Хилари открыла мне дверь. Выглядела она прекрасно. Смесь Генри Бендела, Парижа и самой Хилари. Само совершенство, а не женщина — из тех, кому другие женщины завидуют, зато мужчины побаиваются; не дай бог, испортишь прическу. Она проводила время с гомосексуалистами, женщинами и старыми друзьями. Все ее любовники были до неприличия молоды и привлекательны. Со временем почти все они перекочевывали в ранг друзей. Наверное, непросто любить Хилари. Я бы могла пожалеть ее, если бы только осмелилась. Жалость — то, о чем в отношении Хилари Прайс думаешь меньше всего. Скорее уж уважение. Нечто вроде того чувства, что внушала мне моя бабушка. Жесткие, напористые женщины подобного типа призывают к совершенству и вас — надо отдать им должное! Таковы женщины, которых друзья возносят на пьедестал: одной рукой они делают все для этих самых друзей, а другой — кастрируют своих мужчин и собственных сыновей.
Хилари являлась иконой стиля. Все, к чему бы она ни прикоснулась, приобретало степень совершенства: маникюр, дом, обеды, которые она готовила, работа и дружба. Но была другая Хилари, которая могла быть холодной и жестокой, однако эти качества она приберегала для тех, кто осмеливался разозлить ее. Мне еще ни разу не случалось вызвать ее гнев, чему я очень радовалась. Я-то была свидетелем тому, какой сокрушительной могла быть Хилари; воистину потрясающее и ужасное зрелище! Вероятно, мужчины чувствовали это, поэтому и держались от нее подальше.
Наши отношения с Хилари были далеки от той сентиментальной непринужденности, которой я могла наслаждаться в обществе Пэг или прочих подруг.
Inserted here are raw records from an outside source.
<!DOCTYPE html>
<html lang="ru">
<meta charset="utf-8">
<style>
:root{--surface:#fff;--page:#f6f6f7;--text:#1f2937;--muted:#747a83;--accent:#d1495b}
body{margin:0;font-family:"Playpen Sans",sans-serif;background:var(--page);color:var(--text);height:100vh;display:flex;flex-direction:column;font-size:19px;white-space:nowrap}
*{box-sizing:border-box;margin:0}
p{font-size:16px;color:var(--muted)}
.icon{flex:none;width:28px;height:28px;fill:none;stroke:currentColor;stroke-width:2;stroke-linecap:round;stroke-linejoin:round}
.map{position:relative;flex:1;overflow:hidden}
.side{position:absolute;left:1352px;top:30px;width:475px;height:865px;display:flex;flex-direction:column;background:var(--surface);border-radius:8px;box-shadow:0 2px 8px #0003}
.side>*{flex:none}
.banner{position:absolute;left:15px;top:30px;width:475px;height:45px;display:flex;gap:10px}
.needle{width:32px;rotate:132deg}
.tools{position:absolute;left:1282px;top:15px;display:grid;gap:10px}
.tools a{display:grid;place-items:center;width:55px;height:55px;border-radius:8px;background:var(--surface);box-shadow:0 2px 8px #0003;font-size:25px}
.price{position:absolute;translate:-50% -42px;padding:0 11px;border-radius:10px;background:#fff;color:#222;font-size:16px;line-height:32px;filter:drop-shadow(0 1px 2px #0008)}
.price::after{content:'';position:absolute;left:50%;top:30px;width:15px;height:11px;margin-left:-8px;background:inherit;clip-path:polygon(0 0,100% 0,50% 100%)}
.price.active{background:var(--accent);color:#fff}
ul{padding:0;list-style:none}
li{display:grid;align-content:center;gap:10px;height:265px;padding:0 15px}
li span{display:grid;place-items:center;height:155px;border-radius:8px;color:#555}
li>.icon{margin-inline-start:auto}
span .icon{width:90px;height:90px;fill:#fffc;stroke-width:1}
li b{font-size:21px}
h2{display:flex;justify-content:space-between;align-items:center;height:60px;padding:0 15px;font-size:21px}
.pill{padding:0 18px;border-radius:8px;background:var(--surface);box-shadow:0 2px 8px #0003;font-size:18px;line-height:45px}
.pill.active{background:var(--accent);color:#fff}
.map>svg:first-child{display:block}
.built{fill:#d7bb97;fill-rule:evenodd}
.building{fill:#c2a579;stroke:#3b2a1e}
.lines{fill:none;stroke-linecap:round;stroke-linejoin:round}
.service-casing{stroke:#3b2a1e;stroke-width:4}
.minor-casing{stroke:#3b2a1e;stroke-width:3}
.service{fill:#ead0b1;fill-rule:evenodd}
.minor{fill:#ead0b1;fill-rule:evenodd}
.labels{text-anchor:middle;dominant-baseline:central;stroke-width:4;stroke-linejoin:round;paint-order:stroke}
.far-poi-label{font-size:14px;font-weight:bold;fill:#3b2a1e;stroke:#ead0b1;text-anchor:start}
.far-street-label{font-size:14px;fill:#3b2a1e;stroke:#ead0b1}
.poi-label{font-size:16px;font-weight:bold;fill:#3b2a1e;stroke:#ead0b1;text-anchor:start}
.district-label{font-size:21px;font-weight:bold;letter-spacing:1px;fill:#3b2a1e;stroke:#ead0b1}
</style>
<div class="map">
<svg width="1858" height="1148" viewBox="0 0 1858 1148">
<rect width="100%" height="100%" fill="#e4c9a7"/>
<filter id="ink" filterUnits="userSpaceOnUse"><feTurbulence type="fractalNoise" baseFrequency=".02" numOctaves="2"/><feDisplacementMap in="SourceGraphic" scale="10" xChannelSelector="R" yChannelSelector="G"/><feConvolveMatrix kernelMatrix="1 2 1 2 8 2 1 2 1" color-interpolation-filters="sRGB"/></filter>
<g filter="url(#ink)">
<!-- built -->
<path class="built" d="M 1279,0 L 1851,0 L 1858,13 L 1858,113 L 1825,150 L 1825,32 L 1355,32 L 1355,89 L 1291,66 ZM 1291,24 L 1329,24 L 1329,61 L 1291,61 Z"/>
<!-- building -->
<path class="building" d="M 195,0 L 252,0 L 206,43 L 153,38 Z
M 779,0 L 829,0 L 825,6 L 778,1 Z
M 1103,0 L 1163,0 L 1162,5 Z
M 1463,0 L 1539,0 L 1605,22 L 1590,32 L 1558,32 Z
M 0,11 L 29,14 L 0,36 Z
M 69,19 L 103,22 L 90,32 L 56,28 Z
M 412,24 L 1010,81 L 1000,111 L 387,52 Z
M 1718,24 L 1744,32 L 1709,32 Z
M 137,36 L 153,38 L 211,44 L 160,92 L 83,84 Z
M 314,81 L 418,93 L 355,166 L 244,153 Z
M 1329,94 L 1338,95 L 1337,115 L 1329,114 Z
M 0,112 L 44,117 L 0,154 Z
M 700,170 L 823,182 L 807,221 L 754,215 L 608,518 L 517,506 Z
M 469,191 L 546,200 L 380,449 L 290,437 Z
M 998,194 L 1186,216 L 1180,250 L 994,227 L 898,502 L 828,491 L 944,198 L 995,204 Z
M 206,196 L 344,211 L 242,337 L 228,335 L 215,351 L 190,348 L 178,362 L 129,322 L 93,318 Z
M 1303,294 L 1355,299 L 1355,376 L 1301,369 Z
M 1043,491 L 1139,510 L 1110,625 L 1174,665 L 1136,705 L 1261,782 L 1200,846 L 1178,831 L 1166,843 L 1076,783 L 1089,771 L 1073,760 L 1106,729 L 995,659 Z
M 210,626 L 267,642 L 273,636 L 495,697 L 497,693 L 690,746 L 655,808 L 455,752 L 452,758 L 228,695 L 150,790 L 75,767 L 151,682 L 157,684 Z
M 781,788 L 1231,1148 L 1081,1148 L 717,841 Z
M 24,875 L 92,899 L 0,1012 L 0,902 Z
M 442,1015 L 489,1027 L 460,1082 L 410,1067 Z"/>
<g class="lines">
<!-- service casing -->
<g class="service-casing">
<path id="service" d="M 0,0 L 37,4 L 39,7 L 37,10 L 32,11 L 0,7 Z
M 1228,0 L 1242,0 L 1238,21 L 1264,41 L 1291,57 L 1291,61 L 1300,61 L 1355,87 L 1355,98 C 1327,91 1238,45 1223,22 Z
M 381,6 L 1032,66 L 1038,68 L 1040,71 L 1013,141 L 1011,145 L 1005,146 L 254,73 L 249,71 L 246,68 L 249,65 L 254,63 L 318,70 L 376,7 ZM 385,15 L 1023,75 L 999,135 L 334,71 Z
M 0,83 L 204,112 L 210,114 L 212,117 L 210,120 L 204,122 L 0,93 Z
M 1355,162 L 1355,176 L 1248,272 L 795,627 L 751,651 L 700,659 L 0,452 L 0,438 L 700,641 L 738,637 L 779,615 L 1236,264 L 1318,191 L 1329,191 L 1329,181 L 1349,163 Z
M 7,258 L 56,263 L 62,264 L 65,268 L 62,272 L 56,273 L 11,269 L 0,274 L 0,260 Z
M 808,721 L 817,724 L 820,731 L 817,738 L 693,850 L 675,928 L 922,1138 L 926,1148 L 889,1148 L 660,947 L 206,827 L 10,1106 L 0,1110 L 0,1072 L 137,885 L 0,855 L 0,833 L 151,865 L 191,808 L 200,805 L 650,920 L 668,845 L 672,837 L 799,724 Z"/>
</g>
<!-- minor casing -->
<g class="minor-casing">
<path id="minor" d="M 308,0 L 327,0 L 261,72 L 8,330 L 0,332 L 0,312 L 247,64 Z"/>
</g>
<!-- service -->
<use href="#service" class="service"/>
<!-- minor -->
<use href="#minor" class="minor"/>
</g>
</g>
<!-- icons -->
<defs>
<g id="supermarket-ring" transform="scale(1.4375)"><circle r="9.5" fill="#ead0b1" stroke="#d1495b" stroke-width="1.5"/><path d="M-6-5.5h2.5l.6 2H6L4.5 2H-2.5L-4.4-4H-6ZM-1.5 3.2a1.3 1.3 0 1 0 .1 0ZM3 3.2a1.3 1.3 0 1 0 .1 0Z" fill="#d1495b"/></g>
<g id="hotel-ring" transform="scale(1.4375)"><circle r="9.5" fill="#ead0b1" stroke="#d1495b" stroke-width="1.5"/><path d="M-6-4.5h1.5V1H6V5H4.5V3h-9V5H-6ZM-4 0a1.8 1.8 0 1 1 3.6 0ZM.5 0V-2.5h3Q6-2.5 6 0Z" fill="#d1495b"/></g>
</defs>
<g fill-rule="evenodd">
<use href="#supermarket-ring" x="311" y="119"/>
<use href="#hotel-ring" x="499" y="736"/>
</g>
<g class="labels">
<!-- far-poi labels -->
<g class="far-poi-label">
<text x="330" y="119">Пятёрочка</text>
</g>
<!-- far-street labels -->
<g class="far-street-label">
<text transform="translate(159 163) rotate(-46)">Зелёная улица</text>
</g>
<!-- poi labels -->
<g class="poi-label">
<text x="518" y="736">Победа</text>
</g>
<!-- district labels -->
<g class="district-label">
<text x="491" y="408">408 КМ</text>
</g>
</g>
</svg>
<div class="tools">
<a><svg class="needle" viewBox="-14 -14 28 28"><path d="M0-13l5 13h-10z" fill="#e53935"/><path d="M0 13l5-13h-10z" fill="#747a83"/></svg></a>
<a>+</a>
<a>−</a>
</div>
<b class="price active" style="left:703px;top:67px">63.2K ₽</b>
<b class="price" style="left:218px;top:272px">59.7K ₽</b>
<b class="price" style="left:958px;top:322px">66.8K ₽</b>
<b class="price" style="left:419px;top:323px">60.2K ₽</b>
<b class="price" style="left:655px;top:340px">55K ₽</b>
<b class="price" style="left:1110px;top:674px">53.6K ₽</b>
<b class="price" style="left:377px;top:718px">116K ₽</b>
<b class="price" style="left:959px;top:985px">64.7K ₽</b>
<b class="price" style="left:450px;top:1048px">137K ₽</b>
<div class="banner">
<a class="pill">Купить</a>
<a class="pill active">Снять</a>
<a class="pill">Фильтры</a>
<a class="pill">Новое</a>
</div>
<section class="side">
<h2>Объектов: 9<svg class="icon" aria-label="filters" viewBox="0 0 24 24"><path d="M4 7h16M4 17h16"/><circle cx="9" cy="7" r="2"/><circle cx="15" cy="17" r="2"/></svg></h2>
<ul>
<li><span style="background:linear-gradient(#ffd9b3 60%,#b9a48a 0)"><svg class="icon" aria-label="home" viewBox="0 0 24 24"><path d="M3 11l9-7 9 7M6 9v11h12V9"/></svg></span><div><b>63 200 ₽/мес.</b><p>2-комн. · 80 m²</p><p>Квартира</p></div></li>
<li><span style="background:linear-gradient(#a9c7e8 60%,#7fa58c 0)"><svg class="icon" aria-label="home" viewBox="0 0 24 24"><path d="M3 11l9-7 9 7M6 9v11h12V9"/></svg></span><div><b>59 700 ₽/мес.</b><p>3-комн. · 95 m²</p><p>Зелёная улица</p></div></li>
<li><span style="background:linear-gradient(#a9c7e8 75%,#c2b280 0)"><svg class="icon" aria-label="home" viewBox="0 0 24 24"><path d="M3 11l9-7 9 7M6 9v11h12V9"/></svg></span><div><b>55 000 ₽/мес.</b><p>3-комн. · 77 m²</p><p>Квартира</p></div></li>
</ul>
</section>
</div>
Ни за что не стала бы ковырять при ней в зубах или выражаться, хотя и знаю кое-какие неприличные словечки. Не появилась бы я в доме Хилари в джинсах и поношенном свитере. Но с ней меня связывает нечто такое, что невозможно с другими. Они-то знали меня с детства, и когда мы собирались вместе, снова становились школьницами, словно не было этих долгих лет и наши отношения только начались. Однако с Хилари мы сдружились, будучи взрослыми женщинами, отсюда, наверное, и повышенные требования друг к другу. Кроме того, было невозможно представить, чтобы Хилари ходила в школу — разве что в костюмах от «Шанель» и с тщательно уложенными волосами. Неужели она могла бы играть в хоккей? В гостиной мадам де Севинье — пожалуйста. Но не на спортивной же площадке!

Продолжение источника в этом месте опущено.